= Thomas Ramsay Science and Humanities Fellowship =

Australian fellowship

The Thomas Ramsay Science and Humanities Fellowship is an Australian fellowship awarded by the Museum of Victoria, to fund research in science or the humanities related to the museum's collections.

==History==
The Thomas Ramsay Science and Humanities Fellowship was created in 1978, under a bequest from the local philanthropist Sir Thomas Ramsay, who was interested in Australian history, education and science. He was a member of the Science and Humanities Committee of the Museum of Victoria from 1979 until 1987.

==Purpose==
Its purpose is to foster research and writing across both the sciences and the humanities, with the intent that the work focus on some aspect of the Museum of Victoria's collections, research, and activities.

==Recipients and works==
- Pamela Conder was awarded the fellowship due to the intersection of art and zoology in her work.
- Bernadette Hince.
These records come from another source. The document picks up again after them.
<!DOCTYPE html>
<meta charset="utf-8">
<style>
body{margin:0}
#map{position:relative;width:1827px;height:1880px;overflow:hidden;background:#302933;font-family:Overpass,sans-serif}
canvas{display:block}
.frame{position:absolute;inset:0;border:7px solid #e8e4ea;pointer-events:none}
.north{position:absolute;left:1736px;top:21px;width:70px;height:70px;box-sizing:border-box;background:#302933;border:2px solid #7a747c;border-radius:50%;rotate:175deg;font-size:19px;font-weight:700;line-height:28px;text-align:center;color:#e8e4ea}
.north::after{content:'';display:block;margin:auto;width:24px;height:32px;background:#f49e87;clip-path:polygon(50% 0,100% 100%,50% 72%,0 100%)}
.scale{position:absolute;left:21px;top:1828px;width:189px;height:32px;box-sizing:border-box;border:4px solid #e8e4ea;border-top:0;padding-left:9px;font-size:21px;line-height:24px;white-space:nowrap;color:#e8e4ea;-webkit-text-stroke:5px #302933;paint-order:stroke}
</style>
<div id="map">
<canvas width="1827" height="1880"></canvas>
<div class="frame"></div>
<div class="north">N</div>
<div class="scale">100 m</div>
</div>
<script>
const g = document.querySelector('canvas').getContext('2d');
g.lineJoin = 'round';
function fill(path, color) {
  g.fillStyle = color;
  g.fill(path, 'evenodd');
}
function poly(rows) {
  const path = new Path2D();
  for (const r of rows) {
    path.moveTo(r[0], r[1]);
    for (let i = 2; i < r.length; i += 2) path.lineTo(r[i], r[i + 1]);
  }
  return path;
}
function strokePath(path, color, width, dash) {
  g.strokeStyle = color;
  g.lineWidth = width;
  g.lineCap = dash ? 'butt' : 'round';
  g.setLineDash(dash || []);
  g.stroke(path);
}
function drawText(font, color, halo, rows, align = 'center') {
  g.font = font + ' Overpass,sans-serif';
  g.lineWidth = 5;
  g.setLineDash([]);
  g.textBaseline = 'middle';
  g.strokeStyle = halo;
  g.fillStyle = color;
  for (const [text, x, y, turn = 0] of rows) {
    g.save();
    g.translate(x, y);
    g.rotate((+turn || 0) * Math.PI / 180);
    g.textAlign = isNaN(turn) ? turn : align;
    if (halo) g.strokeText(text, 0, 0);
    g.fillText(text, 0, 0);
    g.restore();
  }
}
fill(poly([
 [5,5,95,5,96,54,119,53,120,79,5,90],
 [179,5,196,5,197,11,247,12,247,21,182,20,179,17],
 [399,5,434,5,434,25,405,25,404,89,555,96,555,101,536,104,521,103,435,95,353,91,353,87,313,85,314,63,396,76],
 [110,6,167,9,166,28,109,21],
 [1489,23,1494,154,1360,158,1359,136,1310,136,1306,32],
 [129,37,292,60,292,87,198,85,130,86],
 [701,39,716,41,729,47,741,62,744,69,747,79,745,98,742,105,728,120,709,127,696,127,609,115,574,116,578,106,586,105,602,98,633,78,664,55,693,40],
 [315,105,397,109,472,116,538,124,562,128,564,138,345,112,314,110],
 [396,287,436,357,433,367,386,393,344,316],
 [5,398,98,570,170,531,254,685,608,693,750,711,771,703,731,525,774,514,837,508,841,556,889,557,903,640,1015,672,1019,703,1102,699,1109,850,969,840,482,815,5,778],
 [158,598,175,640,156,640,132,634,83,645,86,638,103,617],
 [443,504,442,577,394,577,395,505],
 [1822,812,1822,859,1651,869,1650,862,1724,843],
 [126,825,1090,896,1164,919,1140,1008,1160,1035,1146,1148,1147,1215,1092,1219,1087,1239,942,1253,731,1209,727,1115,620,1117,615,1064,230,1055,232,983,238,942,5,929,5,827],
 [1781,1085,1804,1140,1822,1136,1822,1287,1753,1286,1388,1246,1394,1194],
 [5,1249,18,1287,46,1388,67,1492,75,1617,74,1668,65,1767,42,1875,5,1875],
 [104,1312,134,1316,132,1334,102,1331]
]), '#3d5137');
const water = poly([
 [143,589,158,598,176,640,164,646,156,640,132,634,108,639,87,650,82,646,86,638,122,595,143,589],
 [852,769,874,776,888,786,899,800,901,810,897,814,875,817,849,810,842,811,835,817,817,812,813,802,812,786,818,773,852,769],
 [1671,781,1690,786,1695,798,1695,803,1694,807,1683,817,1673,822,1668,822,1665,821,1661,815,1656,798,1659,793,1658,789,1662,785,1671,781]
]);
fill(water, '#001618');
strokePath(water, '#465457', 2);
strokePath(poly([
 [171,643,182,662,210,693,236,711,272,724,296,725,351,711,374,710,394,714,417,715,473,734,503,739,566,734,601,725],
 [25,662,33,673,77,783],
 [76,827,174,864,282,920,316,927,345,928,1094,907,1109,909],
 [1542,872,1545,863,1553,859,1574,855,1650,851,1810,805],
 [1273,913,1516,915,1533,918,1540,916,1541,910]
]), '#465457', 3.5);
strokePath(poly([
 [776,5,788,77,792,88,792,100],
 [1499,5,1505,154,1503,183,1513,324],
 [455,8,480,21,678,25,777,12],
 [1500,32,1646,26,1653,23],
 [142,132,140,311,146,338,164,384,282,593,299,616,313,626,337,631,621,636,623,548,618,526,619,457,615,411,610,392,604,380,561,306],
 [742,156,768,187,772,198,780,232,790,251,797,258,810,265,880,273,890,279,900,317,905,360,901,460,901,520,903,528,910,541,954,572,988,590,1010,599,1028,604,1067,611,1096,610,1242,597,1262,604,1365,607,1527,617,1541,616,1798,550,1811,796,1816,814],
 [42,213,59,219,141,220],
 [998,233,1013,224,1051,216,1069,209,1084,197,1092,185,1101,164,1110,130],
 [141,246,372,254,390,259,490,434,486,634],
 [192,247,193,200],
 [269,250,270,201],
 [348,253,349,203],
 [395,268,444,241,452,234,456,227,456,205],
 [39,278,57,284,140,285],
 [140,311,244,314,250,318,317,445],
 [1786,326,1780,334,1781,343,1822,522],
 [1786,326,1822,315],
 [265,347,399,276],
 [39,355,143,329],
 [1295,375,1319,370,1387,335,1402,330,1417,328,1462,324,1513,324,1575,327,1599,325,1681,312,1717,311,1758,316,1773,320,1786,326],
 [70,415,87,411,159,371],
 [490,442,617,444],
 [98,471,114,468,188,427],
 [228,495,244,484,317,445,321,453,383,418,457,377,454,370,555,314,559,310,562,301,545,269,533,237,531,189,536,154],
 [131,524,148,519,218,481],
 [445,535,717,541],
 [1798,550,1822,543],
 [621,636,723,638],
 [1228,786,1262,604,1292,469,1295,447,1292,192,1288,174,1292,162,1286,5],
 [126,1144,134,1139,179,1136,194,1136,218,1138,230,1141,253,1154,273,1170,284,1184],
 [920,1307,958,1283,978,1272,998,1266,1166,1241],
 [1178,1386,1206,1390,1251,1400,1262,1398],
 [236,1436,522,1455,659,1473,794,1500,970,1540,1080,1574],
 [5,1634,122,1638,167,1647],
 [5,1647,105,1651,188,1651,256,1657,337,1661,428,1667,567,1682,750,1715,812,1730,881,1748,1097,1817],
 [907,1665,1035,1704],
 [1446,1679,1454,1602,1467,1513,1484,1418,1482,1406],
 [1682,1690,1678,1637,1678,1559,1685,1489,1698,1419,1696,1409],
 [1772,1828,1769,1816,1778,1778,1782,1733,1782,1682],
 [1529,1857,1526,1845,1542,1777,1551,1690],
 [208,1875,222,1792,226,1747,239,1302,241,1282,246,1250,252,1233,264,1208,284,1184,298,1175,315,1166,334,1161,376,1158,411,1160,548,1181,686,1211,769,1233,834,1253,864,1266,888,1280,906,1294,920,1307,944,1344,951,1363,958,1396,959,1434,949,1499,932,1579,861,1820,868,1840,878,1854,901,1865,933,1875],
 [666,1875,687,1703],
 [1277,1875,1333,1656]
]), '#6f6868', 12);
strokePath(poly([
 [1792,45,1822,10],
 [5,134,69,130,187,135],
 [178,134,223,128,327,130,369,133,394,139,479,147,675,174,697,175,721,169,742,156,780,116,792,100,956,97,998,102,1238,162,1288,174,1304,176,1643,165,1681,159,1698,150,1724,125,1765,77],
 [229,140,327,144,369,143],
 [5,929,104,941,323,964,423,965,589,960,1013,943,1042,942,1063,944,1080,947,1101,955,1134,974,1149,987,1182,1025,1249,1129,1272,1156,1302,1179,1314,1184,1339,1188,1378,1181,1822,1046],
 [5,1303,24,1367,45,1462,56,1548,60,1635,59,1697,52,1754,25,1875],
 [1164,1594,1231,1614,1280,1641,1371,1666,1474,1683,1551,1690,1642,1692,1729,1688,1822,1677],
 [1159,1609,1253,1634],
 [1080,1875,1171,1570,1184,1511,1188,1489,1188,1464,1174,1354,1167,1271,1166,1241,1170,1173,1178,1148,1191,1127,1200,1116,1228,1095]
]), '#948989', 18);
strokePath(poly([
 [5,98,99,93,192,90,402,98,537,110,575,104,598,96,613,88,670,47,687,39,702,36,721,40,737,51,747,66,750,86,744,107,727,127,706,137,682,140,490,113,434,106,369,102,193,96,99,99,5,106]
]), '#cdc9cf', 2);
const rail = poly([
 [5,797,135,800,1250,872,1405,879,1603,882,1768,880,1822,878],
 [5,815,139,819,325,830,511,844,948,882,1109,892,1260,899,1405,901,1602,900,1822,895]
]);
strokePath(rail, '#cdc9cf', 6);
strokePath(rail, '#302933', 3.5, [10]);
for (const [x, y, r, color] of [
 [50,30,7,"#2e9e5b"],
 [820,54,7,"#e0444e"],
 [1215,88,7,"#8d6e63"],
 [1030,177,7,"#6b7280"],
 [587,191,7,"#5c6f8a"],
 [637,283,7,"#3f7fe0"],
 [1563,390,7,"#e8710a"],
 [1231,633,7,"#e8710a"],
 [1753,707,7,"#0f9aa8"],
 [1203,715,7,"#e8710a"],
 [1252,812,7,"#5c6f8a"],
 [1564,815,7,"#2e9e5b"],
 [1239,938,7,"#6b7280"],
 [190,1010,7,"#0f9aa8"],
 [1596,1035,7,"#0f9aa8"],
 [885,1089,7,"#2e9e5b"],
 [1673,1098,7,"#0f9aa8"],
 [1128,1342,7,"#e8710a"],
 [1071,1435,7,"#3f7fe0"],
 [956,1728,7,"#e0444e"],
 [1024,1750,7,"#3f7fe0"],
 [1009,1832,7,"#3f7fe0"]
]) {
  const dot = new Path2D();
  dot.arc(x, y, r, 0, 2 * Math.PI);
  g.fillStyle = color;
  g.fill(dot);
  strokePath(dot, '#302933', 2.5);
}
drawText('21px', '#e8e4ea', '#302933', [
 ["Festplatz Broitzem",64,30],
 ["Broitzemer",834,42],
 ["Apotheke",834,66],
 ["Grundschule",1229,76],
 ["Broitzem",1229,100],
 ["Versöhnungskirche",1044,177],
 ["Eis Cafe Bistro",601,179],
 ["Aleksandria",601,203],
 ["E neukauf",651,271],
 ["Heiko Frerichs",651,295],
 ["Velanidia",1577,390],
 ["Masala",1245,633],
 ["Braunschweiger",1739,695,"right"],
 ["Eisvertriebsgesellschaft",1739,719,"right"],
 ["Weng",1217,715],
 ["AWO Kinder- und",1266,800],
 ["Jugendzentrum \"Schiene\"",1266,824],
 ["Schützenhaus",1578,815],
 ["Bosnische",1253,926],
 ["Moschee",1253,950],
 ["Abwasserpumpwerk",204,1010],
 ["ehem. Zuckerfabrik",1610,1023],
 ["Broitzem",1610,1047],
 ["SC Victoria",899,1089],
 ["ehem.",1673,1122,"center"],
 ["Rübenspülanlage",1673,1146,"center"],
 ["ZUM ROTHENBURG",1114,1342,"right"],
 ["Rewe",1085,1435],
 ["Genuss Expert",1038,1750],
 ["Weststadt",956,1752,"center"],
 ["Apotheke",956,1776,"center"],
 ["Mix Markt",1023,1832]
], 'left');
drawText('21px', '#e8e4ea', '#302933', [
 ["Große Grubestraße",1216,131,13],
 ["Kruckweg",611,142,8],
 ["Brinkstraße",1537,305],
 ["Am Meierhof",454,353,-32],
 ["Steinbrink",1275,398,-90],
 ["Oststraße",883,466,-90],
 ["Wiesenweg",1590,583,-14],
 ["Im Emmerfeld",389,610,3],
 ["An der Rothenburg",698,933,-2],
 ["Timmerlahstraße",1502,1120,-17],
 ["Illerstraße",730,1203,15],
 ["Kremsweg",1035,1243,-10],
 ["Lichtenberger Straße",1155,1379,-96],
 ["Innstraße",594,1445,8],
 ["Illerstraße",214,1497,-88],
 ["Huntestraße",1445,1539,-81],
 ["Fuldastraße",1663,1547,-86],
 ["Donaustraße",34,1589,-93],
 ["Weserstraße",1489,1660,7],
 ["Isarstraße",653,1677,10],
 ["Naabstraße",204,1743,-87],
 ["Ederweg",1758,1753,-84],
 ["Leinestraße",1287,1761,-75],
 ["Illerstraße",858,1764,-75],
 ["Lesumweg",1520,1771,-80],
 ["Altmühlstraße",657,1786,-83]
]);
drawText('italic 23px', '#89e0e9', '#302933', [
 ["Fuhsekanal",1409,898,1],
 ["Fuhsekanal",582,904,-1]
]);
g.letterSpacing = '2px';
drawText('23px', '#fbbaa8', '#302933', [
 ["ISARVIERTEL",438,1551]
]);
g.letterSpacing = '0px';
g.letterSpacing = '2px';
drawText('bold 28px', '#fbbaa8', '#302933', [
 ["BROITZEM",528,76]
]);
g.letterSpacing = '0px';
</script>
Hince researched the variety of English used in Antarctica and produced a dictionary of words, meaning, and expressions specific to the region. The fellowship funded research for a full year.
- Danielle Clode (1998). Clode told the story of Australian natural history through objects in the museum. The writer of the foreword of her book, Tom Griffiths, was another fellowship recipient.
- Gary Presland (2001)
- Gareth Knapman (2008). Knapman contributed a chapter to Curating Empire: Museums and the British Imperial Experience based on his Fellowship funded work at the museum.